The same seems to be true for cifs mounts created through a custom volume driver: juliohm1978/kubernetes-cifs-volumedriver#8

Edit: Looks like there is very little magic that Kubernetes does when mounting the volumes. The individual volume drivers have to respect the fsGroup configuration set in the pod. Looks like the NFS provider doesn't do that as of now.

Is https://github.com/kubernetes-incubator/external-storage/tree/master/nfs-client the place where this could be fixed?

Issues go stale after 90d of inactivity.
Mark the issue as fresh with /remove-lifecycle stale.
Stale issues rot after an additional 30d of inactivity and eventually close.

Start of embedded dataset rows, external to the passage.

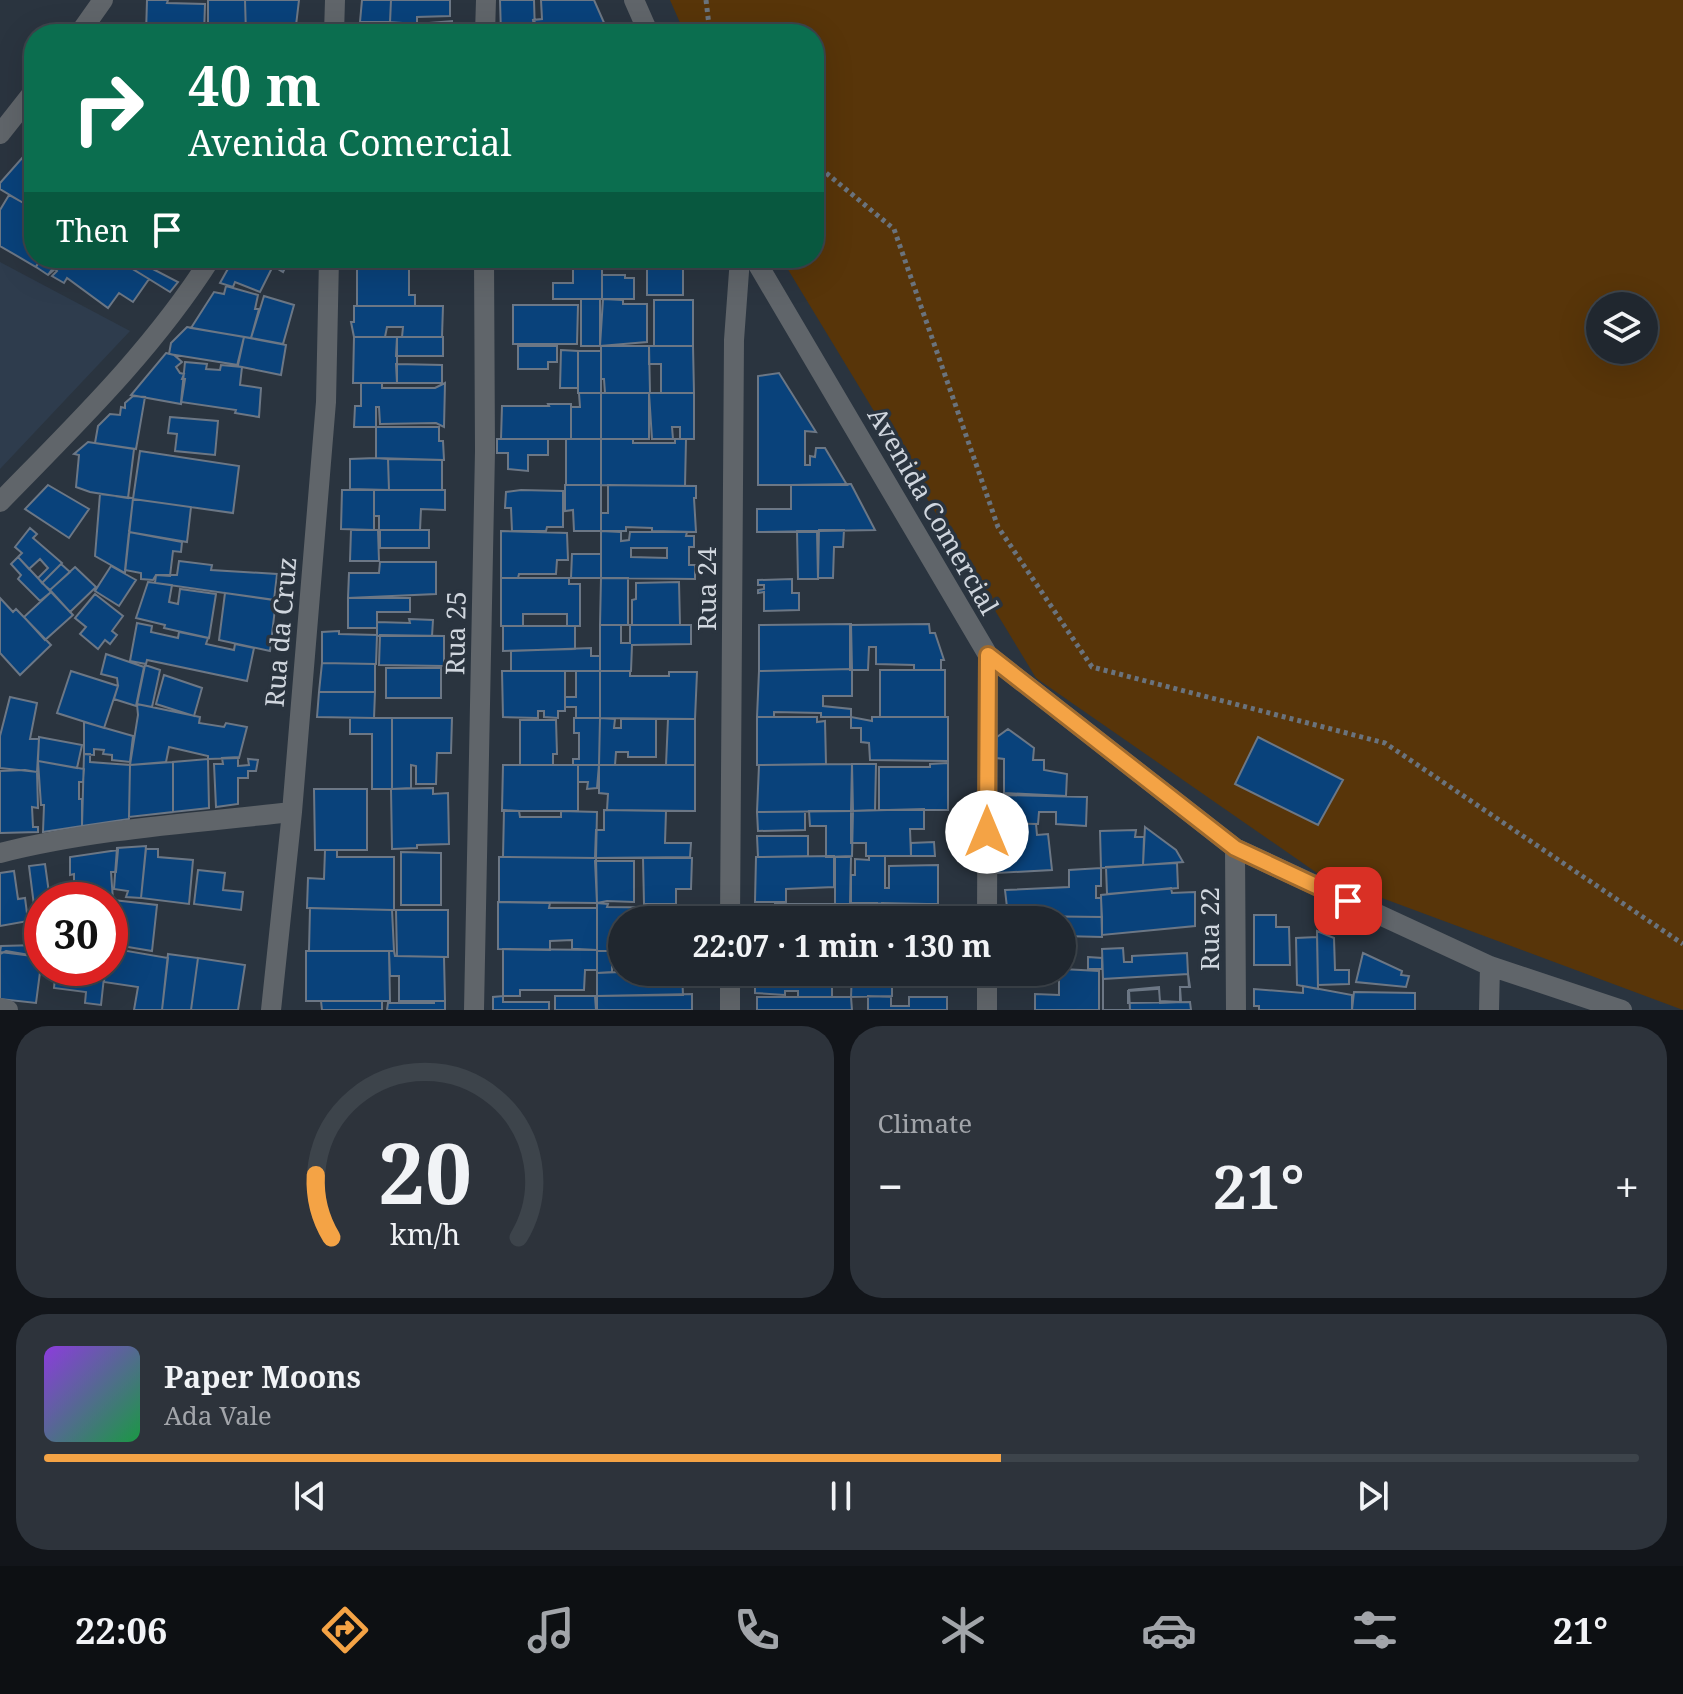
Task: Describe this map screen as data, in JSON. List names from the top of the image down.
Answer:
{
  "streets": {
    "street": [
      "Avenida Comercial",
      "Rua 24",
      "Rua da Cruz",
      "Rua 25",
      "Rua 22"
    ]
  },
  "crossings": [
    ["Avenida Comercial", "Rua 22"]
  ],
  "page": {
    "turn": ["40 m", "Avenida Comercial"],
    "then": "Then",
    "limit": "30",
    "trip": "22:07 · 1 min · 130 m",
    "tile": "Climate",
    "heat": ["−", "21°", "+"],
    "song": ["Paper Moons", "Ada Vale"],
    "tabs": ["22:06", "21°"],
    "gauge": ["20", "km/h"]
  }
}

If this issue is safe to close now please do so with /close.

Send feedback to sig-testing, kubernetes/test-infra and/or fejta.
/lifecycle stale

/remove-lifecycle stale

Issues go stale after 90d of inactivity.
Mark the issue as fresh with /remove-lifecycle stale.
Stale issues rot after an additional 30d of inactivity and eventually close.

If this issue is safe to close now please do so with /close.

Send feedback to sig-testing, kubernetes/test-infra and/or fejta.
/lifecycle stale

no solution since around 1 1/2 years? cant believe it.

Stale issues rot after 30d of inactivity.
Mark the issue as fresh with /remove-lifecycle rotten.
Rotten issues close after an additional 30d of inactivity.

If this issue is safe to close now please do so with /close.

Send feedback to sig-testing, kubernetes/test-infra and/or fejta.
/lifecycle rotten

/remove-lifecycle rotten

Maybe this issue needs to be taken to another repository. Is https://github.com/kubernetes-incubator/external-storage the right place for it?

https://kubernetes.io/docs/tasks/configure-pod-container/security-context/

fsGroupChangePolicy: "Always"

refer the above link. But it seems that the feature is available only from k8-1.18 version.
Guess if i'm not wrong.

fsGroupChangePolicy: "Always"

The docs are not totally clear about this, but I understand that this is already the default behaviour.

By default, Kubernetes recursively changes ownership and permissions for the contents of each volume to match the fsGroup specified in a Pod's securityContext when that volume is mounted.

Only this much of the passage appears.